● The task:
Tally every line in the following material that has the word "details" in it, and answer with that figure alone.

BEGIN

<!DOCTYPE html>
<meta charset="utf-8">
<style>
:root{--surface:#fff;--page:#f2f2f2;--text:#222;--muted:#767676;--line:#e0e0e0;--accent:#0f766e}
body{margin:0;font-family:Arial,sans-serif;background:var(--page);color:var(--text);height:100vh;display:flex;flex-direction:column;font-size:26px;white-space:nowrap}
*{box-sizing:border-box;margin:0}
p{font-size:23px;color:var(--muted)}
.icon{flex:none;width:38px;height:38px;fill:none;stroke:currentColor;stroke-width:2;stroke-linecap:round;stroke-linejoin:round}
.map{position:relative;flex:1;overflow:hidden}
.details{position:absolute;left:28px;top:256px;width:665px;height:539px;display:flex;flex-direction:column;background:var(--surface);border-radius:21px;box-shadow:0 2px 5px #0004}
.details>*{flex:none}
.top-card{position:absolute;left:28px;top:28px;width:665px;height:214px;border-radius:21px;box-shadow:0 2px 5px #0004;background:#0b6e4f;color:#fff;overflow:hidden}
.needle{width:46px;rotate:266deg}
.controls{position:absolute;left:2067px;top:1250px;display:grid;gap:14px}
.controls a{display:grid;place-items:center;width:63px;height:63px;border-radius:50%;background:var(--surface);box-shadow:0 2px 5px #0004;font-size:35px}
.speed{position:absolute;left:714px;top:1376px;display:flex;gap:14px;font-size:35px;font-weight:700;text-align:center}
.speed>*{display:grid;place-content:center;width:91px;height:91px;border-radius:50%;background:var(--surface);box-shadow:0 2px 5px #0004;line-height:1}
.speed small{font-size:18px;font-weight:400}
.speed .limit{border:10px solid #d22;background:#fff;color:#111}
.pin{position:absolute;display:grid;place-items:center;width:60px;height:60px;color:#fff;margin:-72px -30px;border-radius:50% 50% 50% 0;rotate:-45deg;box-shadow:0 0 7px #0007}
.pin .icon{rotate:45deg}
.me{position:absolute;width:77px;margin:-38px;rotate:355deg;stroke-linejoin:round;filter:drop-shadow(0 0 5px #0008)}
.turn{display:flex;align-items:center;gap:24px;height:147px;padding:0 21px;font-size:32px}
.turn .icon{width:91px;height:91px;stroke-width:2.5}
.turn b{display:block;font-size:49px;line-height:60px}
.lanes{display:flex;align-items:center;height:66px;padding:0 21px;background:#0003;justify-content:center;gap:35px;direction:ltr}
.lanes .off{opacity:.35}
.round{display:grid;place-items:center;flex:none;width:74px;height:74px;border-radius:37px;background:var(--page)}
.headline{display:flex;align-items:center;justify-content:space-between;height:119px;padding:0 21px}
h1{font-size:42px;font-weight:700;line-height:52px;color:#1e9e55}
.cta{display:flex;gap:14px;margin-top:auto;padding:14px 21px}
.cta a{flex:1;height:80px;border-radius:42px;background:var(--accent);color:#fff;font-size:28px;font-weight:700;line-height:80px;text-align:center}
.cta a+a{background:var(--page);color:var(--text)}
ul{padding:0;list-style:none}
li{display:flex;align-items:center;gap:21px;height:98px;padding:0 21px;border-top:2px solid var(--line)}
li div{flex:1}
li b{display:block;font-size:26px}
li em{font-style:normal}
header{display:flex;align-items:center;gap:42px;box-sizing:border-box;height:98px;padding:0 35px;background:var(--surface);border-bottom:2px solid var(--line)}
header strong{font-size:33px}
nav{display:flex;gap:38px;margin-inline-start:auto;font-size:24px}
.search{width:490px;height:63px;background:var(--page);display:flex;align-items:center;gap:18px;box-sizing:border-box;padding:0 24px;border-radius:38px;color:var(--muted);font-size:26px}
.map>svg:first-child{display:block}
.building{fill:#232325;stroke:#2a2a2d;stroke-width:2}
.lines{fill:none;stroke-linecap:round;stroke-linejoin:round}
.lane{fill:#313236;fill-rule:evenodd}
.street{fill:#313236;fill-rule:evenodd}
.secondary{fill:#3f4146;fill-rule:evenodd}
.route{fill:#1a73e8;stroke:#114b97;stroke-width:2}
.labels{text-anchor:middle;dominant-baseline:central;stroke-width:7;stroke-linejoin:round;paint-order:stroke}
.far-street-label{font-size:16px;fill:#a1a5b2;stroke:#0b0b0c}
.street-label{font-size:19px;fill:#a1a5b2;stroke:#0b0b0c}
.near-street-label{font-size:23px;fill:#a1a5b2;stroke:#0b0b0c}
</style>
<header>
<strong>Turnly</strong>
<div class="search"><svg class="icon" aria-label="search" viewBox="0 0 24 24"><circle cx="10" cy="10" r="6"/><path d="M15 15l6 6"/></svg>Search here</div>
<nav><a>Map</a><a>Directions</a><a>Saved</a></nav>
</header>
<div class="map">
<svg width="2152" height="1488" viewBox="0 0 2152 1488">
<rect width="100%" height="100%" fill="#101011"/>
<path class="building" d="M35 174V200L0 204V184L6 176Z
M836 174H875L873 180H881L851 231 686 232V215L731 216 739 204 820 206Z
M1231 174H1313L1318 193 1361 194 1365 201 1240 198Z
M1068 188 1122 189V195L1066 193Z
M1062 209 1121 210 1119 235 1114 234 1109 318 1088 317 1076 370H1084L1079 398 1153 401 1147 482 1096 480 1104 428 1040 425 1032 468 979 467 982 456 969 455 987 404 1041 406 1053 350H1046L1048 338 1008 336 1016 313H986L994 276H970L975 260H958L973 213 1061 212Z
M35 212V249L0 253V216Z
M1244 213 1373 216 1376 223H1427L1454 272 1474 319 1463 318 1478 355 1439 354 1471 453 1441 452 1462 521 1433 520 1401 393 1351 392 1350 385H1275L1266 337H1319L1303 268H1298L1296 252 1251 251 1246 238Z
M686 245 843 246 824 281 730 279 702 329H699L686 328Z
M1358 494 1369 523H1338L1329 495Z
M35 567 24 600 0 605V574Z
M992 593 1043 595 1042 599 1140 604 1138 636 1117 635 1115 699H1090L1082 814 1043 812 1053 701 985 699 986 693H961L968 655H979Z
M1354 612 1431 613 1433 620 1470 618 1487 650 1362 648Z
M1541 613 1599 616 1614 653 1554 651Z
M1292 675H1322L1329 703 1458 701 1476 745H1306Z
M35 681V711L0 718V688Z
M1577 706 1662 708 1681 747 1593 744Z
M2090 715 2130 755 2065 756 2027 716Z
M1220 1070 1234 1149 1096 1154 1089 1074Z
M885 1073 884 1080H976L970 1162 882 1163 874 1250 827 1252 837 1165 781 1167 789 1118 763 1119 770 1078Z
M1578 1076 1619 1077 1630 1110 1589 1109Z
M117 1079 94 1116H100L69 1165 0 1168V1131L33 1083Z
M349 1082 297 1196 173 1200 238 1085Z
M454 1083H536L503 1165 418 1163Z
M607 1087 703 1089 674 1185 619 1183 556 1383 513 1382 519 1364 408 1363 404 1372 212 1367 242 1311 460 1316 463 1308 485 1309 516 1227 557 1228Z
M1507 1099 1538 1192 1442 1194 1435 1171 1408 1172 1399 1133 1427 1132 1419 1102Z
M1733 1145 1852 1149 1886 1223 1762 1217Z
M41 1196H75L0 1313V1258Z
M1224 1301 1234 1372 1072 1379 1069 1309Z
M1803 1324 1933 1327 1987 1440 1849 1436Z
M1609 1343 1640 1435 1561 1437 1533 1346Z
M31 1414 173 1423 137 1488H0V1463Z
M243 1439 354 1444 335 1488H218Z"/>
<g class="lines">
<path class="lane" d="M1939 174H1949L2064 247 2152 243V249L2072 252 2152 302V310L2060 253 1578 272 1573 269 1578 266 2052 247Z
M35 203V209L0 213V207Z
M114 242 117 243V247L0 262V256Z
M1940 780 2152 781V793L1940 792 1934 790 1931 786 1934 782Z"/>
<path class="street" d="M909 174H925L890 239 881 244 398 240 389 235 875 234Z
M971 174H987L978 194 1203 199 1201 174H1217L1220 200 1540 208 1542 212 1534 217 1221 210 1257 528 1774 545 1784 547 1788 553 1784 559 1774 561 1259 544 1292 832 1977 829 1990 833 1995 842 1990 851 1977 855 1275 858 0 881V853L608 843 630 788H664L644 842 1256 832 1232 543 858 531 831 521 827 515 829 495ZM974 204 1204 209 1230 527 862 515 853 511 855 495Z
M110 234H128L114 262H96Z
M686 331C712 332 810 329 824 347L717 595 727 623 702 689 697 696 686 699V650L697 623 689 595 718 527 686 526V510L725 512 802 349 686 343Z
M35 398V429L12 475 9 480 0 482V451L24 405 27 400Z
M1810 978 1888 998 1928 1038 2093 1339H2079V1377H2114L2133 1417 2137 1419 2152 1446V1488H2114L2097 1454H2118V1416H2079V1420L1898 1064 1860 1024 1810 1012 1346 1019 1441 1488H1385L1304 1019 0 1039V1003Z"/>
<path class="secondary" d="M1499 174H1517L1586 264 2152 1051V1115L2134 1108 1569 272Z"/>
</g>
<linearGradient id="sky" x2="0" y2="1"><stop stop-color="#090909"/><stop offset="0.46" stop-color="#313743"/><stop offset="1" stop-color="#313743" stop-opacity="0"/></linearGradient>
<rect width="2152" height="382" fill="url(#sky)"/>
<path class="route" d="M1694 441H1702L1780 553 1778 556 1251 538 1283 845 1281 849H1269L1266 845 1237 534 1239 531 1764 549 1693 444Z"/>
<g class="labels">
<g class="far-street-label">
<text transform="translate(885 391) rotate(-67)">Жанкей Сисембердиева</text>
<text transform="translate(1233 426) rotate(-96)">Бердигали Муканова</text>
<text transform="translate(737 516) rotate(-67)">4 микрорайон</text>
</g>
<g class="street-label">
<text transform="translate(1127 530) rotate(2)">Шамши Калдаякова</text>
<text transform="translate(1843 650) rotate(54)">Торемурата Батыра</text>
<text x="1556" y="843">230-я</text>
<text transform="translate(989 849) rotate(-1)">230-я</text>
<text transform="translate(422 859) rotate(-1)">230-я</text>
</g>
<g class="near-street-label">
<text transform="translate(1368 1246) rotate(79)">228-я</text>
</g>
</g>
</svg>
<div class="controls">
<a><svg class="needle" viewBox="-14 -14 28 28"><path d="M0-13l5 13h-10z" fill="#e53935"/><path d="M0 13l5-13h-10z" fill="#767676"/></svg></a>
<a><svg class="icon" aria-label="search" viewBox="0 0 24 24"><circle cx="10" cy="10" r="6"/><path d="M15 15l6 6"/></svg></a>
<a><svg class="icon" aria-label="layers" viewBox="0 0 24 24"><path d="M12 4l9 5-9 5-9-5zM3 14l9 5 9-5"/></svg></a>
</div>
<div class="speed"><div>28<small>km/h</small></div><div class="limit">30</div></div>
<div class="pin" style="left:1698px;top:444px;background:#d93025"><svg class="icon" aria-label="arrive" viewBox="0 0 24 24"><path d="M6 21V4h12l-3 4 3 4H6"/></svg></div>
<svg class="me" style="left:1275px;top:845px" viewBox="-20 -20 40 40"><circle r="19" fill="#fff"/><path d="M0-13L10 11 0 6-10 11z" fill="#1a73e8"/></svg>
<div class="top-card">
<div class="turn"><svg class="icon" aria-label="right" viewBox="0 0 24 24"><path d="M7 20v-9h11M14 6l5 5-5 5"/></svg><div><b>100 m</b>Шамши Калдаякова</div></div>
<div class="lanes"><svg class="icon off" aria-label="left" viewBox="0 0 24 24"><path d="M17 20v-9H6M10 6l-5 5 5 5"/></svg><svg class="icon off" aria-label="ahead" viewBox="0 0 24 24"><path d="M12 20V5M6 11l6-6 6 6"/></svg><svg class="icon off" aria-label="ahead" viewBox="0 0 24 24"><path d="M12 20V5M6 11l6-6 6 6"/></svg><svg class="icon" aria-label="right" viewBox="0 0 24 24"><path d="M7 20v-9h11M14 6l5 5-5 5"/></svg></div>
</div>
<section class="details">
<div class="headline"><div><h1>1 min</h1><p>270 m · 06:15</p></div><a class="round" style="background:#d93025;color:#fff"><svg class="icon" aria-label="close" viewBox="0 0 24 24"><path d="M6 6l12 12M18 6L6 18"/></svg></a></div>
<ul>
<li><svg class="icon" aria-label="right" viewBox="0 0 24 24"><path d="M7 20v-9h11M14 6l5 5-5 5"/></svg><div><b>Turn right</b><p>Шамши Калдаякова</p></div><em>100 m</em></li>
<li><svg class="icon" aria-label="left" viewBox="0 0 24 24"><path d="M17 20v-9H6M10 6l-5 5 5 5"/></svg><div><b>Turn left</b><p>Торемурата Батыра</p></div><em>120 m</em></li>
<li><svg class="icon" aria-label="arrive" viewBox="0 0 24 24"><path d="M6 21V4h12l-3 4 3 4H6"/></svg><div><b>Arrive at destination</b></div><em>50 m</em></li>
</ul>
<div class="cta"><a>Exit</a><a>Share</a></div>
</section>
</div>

END

● Answer box:
3